NEW YORK (GenomeWeb News) – New phylogenomic research is shaking the tree of life, suggesting new relationships between creatures and challenging long-held assumptions about animals at its base.
An international team of researchers compared data from 150 genes for animals in almost 80 taxa, creating expressed sequence tags for dozens of animals for which genetic data was lacking. The findings, published in Nature’s advanced online edition yesterday, have led to a reorganization of some branches on the tree of life. Most notably, they indicate that comb jellyfish actually diverged earlier than the sponge, a seemingly less complicated organism.
“What is exciting is that this new information changes our basic understanding about the natural world — information found in basic biology books and natural history posters,” lead author Casey Dunn, who is currently an ecologist and evolutionary biologist at Brown University, said in a statement. “While the tree of life is far from complete after this study, it is clearer.”

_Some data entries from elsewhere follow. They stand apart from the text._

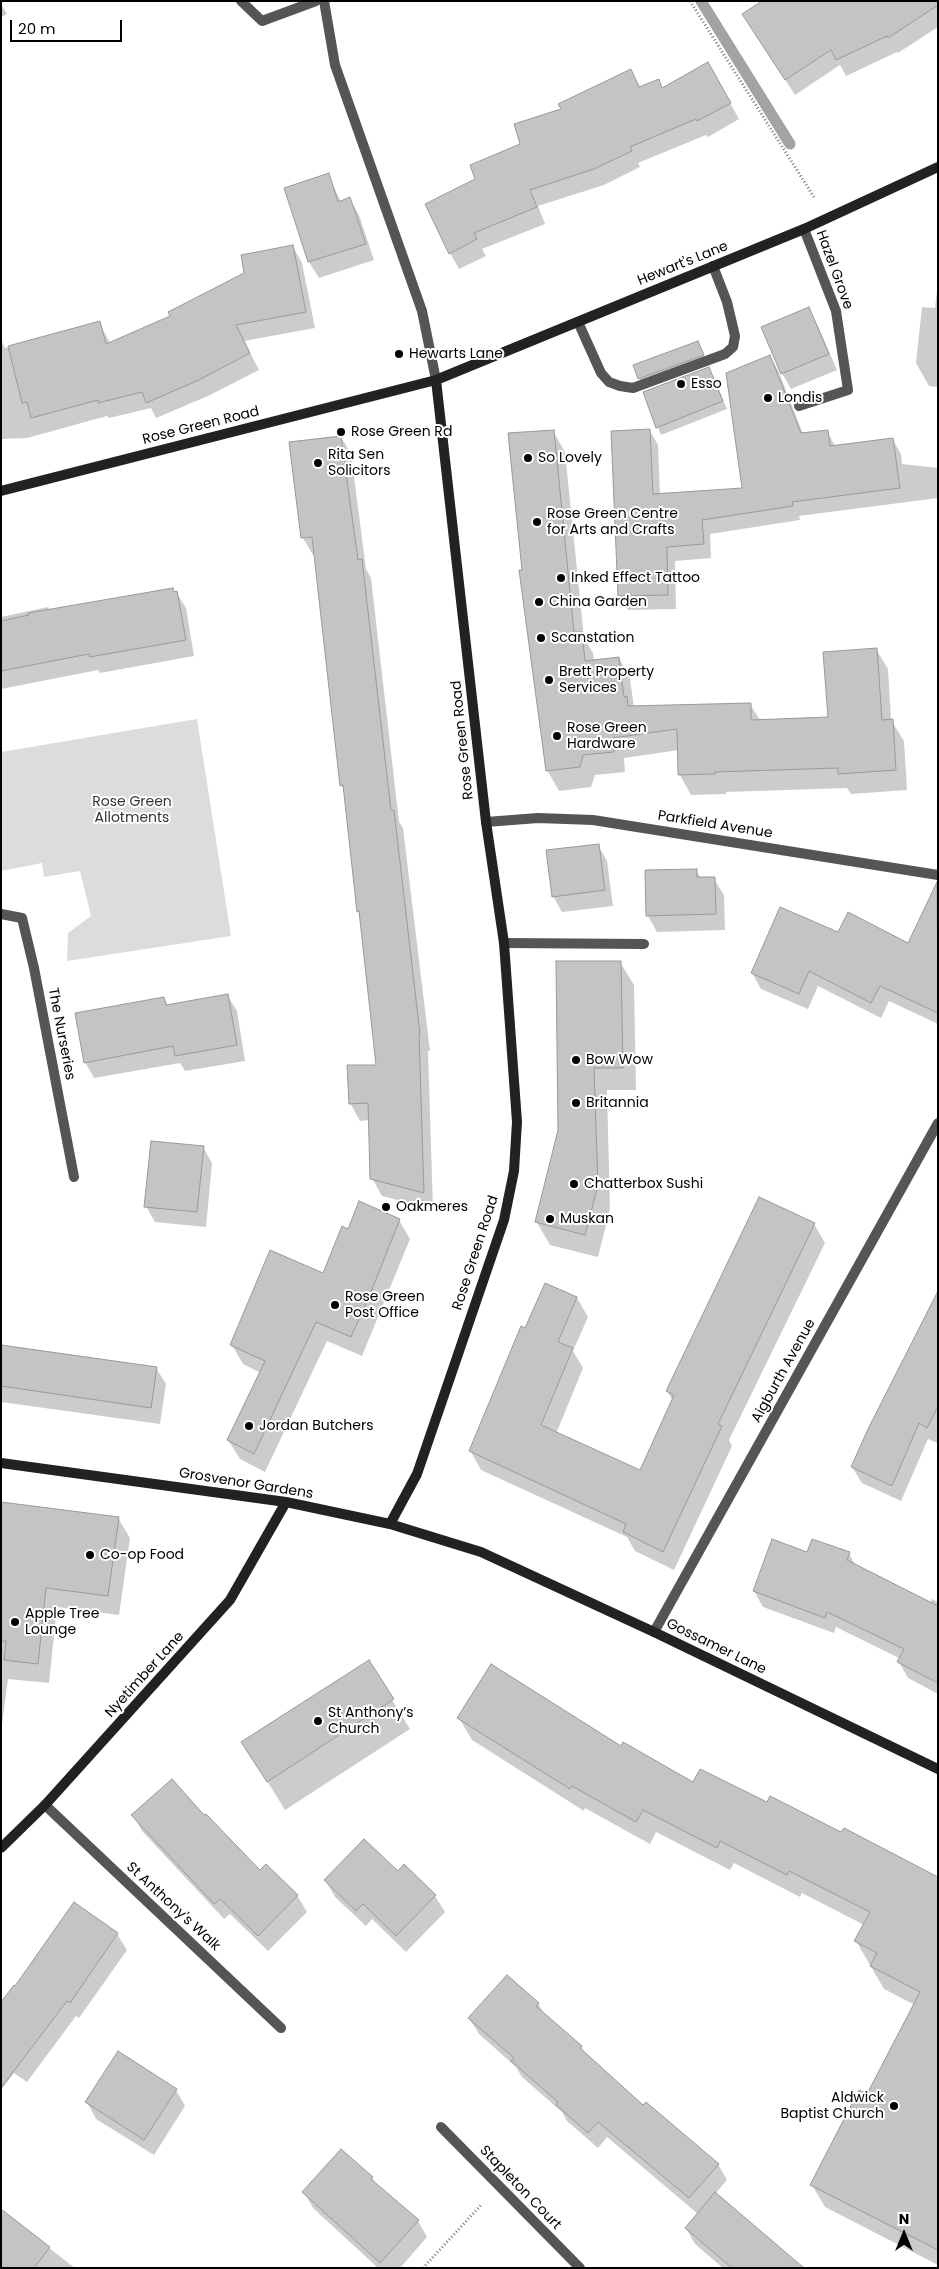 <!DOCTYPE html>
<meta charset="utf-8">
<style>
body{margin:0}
#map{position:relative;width:939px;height:2269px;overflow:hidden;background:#fff;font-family:Poppins,sans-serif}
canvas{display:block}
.frame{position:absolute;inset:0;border:2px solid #000;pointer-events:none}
.north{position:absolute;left:879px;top:2209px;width:50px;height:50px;-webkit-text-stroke:4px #fff;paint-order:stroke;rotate:0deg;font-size:14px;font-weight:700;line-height:20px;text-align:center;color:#000}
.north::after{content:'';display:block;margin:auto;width:18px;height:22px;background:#000;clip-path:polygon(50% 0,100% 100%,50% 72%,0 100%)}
.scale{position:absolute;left:10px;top:20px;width:112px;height:22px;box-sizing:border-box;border:2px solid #000;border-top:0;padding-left:6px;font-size:15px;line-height:18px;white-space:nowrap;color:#000;-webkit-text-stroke:4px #fff;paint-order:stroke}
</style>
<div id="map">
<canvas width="939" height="2269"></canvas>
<div class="frame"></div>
<div class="north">N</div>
<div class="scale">20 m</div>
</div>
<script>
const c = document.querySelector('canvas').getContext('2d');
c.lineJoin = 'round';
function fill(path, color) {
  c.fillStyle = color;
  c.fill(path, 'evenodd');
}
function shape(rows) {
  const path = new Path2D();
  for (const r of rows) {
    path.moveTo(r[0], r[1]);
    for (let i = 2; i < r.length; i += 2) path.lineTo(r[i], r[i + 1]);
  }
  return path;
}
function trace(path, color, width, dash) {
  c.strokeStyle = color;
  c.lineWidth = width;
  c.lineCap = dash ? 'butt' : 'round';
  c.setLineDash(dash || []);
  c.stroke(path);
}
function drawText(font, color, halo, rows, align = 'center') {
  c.font = font + ' Poppins,sans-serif';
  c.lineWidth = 4;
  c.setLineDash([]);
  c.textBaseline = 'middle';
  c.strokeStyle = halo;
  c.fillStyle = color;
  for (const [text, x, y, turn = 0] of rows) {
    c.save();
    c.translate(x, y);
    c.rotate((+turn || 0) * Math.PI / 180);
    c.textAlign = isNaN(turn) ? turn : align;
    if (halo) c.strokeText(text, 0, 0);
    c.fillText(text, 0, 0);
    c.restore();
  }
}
fill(shape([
 [197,719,231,936,67,961,68,933,91,916,80,871,44,877,42,863,1,871,1,752]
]), '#dcdcdc');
fill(shape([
 [938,1,938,27,898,53,897,52,846,76,840,65,795,95,753,30],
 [1,4,7,14,1,17],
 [708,64,739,119,708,137,706,135,638,163,640,167,604,185,538,206,545,224,482,249,486,256,459,269,450,253,477,179,522,145,563,110,631,71,641,88,658,80,663,89],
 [328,175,341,202,350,199,359,215,374,260,319,278,309,262,285,189],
 [293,247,302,263,315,328,244,341,259,370,208,396,156,418,151,408,109,418,107,416,27,438,1,439,1,340,5,348,68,333,67,330,99,322,110,343,172,317],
 [938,283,938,387,929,386,916,363,922,307,935,308],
 [808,308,817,324,837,370,791,389,782,373],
 [702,350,707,363,643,386,639,378],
 [770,356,778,370,803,434,827,431,835,446,893,440,901,454,902,464,938,468,938,498,799,516,800,520,710,534,711,558,675,561,676,609,628,610,620,596,650,431,658,445,660,495,744,489],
 [713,377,727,409,661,435,644,393],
 [553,431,565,452,584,638,593,653,594,661,619,658,630,679,634,707,750,704,760,720,829,718,876,649,888,669,891,720,904,741,907,790,851,794,847,788,726,792,726,794,691,795,680,775,679,750,624,758,625,772,595,775,591,787,559,791,547,770,520,571,523,571],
 [341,437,351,454,366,569,371,578,399,822,403,828,430,1051,428,1051,433,1209,382,1196,372,1178,370,1120,360,1121,350,1103,377,1066,360,915,358,911,345,791,341,785,315,554,313,555,303,538],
 [176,592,186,608,194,656,100,673,98,670,1,689,1,617,48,607,50,611],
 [598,845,607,861,613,906,562,912,553,896],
 [696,870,701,879,714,879,724,895,725,930,657,932,648,916],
 [918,925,938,935,938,1024,889,1001,881,1018,818,986,808,1009,761,989,752,973,838,933,908,945],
 [620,962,634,985,636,1090,607,1090,610,1209,598,1257,550,1245,536,1221],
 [227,995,237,1011,245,1061,185,1071,180,1063,94,1078,85,1062,164,998,168,1006],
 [203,1147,212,1163,206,1227,155,1222,146,1206],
 [399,1220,410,1239,362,1356,327,1341,265,1472,240,1459,228,1440,261,1373,243,1364,232,1345,323,1275,349,1230],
 [814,1224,825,1243,729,1440,732,1446,674,1570,635,1551,627,1537,481,1470,470,1450,546,1284,577,1298,588,1317,573,1351,583,1368,556,1434,641,1472,673,1401,667,1391],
 [938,1294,938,1441,937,1443,928,1439,901,1501,862,1483,852,1467],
 [1,1346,156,1368,166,1384,160,1424,1,1402],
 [1,1512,118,1518,130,1538,119,1615,57,1607,49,1683,8,1679,1,1732],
 [849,1553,856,1567,930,1603,932,1599,938,1602,938,1694,908,1678,899,1662,901,1659,836,1627,834,1633,763,1607,754,1591,808,1554],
 [368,1661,410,1729,285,1810,243,1742],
 [492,1666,938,1951,938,2265,825,2207,812,2185,868,2096,915,2005,884,1989,856,1941,864,1925,802,1893,800,1897,734,1863,730,1870,656,1832,650,1844,585,1808,584,1811,472,1740,459,1718],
 [133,1815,204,1817,260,1872,297,1895,307,1912,268,1951,230,1914,224,1919,142,1831],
 [404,1866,435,1896,445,1912,406,1952,372,1919,366,1926,335,1897,326,1881,398,1873],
 [117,1934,127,1950,79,2018,76,2016,27,2082,14,2073,1,2090,1,2004],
 [538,2003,544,2014,581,2046,586,2055,643,2107,718,2164,727,2180,715,2194,794,2268,723,2268,695,2244,686,2228,698,2214,607,2137,598,2148,567,2121,562,2112,522,2077,516,2067,479,2034,469,2018],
 [176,2090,185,2106,154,2155,96,2119,87,2102],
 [372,2177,376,2185,418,2221,427,2237,400,2268,378,2268,313,2208,304,2192],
 [1,2211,75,2268,1,2268]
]), '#0003');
trace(shape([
 [701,1,790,144]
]), '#a3a3a3', 11);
const building = shape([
 [762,1,938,1,938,5,888,38,887,36,836,60,831,50,785,80,742,14,762,1],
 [708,62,731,103,697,121,696,119,630,147,632,151,594,169,530,190,537,207,474,233,477,239,449,254,425,204,475,179,470,165,520,144,514,124,561,109,558,104,631,69,639,87,659,79,662,88,708,62],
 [329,173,338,202,350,197,366,244,308,262,284,188,329,173],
 [293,245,306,312,236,325,250,353,199,380,146,403,142,392,98,403,98,400,31,418,27,402,22,403,8,346,100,321,106,344,170,316,168,312,244,273,241,255,293,245],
 [809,307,829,354,781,374,761,327,809,307],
 [698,341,704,355,638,379,633,365,698,341],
 [770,355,801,433,828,430,830,446,893,438,900,488,792,502,793,506,702,520,704,544,667,547,668,595,618,596,611,431,650,429,653,494,742,488,726,373,770,355],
 [709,367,723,401,656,428,643,392,709,367],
 [554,430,574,632,582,632,585,661,619,657,624,697,627,696,628,706,751,703,751,720,828,717,823,652,877,648,882,720,893,719,896,770,838,774,838,768,715,772,715,774,678,775,677,729,613,738,614,752,583,755,580,767,546,771,519,570,522,570,508,433,554,430],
 [341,436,358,560,362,559,391,810,394,810,420,1034,419,1034,424,1193,370,1179,368,1103,349,1104,347,1065,376,1065,359,911,357,912,343,785,340,786,312,537,301,538,289,442,341,436],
 [173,588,174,592,177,591,186,640,90,657,89,654,1,671,1,621,29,615,28,613,173,588],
 [599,844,605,890,552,897,546,850,599,844],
 [697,869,697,877,715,877,716,914,646,916,645,870,697,869],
 [937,882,938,1013,880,986,871,1003,809,971,799,994,751,973,780,907,838,932,848,912,908,943,937,882],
 [556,961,621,961,623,1068,594,1068,598,1185,585,1235,535,1222,558,1130,556,961],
 [228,994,237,1045,175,1056,173,1046,84,1063,75,1013,164,997,166,1005,228,994],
 [151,1141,204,1146,197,1212,144,1207,151,1141],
 [759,1197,815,1223,718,1424,722,1426,663,1552,623,1532,626,1524,469,1451,521,1326,525,1328,545,1283,577,1297,558,1342,573,1348,541,1425,640,1470,674,1395,666,1391,759,1197],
 [359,1201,400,1219,371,1292,351,1337,316,1322,254,1454,227,1440,265,1361,230,1345,270,1250,323,1273,342,1226,348,1229,359,1201],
 [938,1291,938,1406,927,1428,919,1423,892,1486,851,1467,868,1429,938,1291],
 [1,1345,157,1367,151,1408,1,1386,1,1345],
 [1,1502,119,1517,108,1596,46,1588,38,1664,4,1660,6,1641,1,1641,1,1502],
 [772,1539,807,1552,812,1539,850,1552,847,1560,938,1606,938,1683,897,1662,904,1649,827,1612,825,1618,753,1591,772,1539],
 [369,1660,394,1699,267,1782,241,1742,369,1660],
 [491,1664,621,1746,623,1742,693,1782,700,1769,767,1802,770,1796,841,1832,844,1828,938,1877,938,2250,810,2185,859,2090,867,2094,920,1992,870,1966,877,1953,854,1941,870,1912,789,1871,787,1875,720,1841,717,1848,643,1810,636,1822,572,1786,570,1789,457,1718,491,1664],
 [172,1779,204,1815,206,1814,260,1870,266,1864,298,1895,258,1936,220,1899,214,1904,131,1815,172,1779],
 [364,1839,398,1871,404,1864,436,1895,396,1936,363,1904,356,1911,324,1880,364,1839],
 [74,1902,118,1933,70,2003,67,2001,1,2088,1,2002,14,1985,15,1986,74,1902],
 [507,1975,539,2003,536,2006,582,2046,580,2048,643,2105,646,2102,719,2164,689,2198,598,2122,588,2133,556,2105,558,2102,511,2061,514,2058,468,2018,507,1975],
 [118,2051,177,2089,144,2140,85,2102,118,2051],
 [341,2149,373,2177,371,2179,419,2220,380,2263,302,2192,341,2149],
 [715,2192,804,2268,732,2268,685,2228,715,2192],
 [1,2209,50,2247,34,2268,1,2268,1,2209]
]);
fill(building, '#c4c4c4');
trace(building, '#999', 1);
trace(shape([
 [690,1,814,197],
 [423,2268,482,2204]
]), '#777', 3, [1, 2.5]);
trace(shape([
 [241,1,262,21,316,1],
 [578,322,601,373,609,382,620,386,633,388,725,354,733,347,735,336,727,302,713,266],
 [799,406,848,390,836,311,804,229],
 [504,943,644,944]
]), '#555', 10);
trace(shape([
 [324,1,335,65,422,311,436,380],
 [486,822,538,818,593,820,938,875],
 [1,914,22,918,34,968,74,1177],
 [654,1632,938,1123],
 [45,1805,281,2028],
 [441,2127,580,2268]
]), '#555', 10);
trace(shape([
 [1,491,436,380,804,229,938,167],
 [1,1463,286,1502,390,1524,481,1552,654,1632,938,1769],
 [390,1524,417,1474,504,1220,514,1171,517,1122,504,943,486,822,436,380],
 [1,1848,45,1805,230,1600,286,1502]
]), '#222', 10);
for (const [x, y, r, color] of [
 [399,354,5,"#000"],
 [681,384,5,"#000"],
 [768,398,5,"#000"],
 [341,432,5,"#000"],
 [528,458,5,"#000"],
 [318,463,5,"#000"],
 [537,522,5,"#000"],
 [561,578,5,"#000"],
 [539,602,5,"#000"],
 [541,638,5,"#000"],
 [549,680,5,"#000"],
 [557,736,5,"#000"],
 [576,1060,5,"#000"],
 [576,1103,5,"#000"],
 [574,1184,5,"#000"],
 [386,1207,5,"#000"],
 [550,1219,5,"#000"],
 [335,1305,5,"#000"],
 [249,1426,5,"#000"],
 [90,1555,5,"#000"],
 [15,1622,5,"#000"],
 [318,1721,5,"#000"],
 [894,2106,5,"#000"]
]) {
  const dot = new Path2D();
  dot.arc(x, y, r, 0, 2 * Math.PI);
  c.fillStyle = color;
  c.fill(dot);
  trace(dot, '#fff', 2);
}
drawText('14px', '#000', '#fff', [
 ["Hewart's Lane",683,264,-22],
 ["Hazel Grove",834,270,70],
 ["Rose Green Road",201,426,-14],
 ["Rose Green Road",463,740,-96],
 ["Parkfield Avenue",715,825,9],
 ["The Nurseries",61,1034,79],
 ["Rose Green Road",476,1253,-72],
 ["Aigburth Avenue",784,1371,-61],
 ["Grosvenor Gardens",246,1484,9],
 ["Gossamer Lane",716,1647,26],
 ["Nyetimber Lane",145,1675,-48],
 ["St Anthony's Walk",173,1907,43],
 ["Stapleton Court",520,2188,46]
]);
drawText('14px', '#000', '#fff', [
 ["Hewarts Lane",409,354],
 ["Esso",691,384],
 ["Londis",778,398],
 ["Rose Green Rd",351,432],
 ["Rita Sen",328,455],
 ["Solicitors",328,471],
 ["So Lovely",538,458],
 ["Rose Green Centre",547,514],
 ["for Arts and Crafts",547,530],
 ["Inked Effect Tattoo",571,578],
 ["China Garden",549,602],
 ["Scanstation",551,638],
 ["Brett Property",559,672],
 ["Services",559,688],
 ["Rose Green",567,728],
 ["Hardware",567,744],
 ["Bow Wow",586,1060],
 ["Britannia",586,1103],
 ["Chatterbox Sushi",584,1184],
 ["Oakmeres",396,1207],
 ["Muskan",560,1219],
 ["Rose Green",345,1297],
 ["Post Office",345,1313],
 ["Jordan Butchers",259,1426],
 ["Co-op Food",100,1555],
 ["Apple Tree",25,1614],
 ["Lounge",25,1630],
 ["St Anthony’s",328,1713],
 ["Church",328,1729],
 ["Aldwick",884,2098,"right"],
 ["Baptist Church",884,2114,"right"]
], 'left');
drawText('14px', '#333', '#fff', [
 ["Rose Green",132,802],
 ["Allotments",132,818]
]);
</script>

Although researchers have been fiddling with the tree of life for almost 150 years, since Darwin’s The Origin of Species, there are still unanswered questions.
Genetic information has produced some revisions to the tree of life. Even so, the authors point out, genomic data or expressed sequence tag data has been unavailable for many species. And some previous analyses were based on small data sets or ribosomal proteins.
For this paper, the researchers focused on creatures belonging to some of the earliest tree of life branches such as mollusks, various worms, comb jellies, and centipedes. Dunn and his colleagues evaluated a matrix from 77 taxa and 150 genes using maximum likelihood and Bayesian analyses. They also analyzed a 64-taxon matrix that excluded so-called unstable taxa, which are only included in a particular clade part of the time.
To create these matrices, the team assembled cDNA libraries for 29 species for which genomic or EST data was unavailable. This expressed sequence tag data — representing nearly 40 million bases — was analyzed in conjunction with other available sequence data.
The results confirmed some previously divined relationships. But it challenges others. For example, the results cast doubt on the inclusion of millipedes and centipedes near insects. Instead, the authors suggest that they are more closely related to spiders.
The data also argues against sponges being the oldest living multicellular creature. Phylogenomic data suggests comb jellyfish, not sponges, should occupy that position. That was particularly surprising since comb jellyfish have specialized tissues while sponges do not.
“The placement of ctenophores (comb jellies) as the sister group to all other sampled metazoans is strongly supported in all our analyses,” the authors wrote. “If corroborated by further analyses, it would have major implications for early animal evolution, indicating either that sponges have been greatly simplified or that the complex morphology of ctenophores has arisen independently from that of metazoans.”
There are likely more changes in store for the tree of life, though, as researchers continue fleshing out phylogenomic relationships. “[T]hese new results show that these new genomic approaches will be able to resolve at least some problems that have been previously intractable,” Dunn said.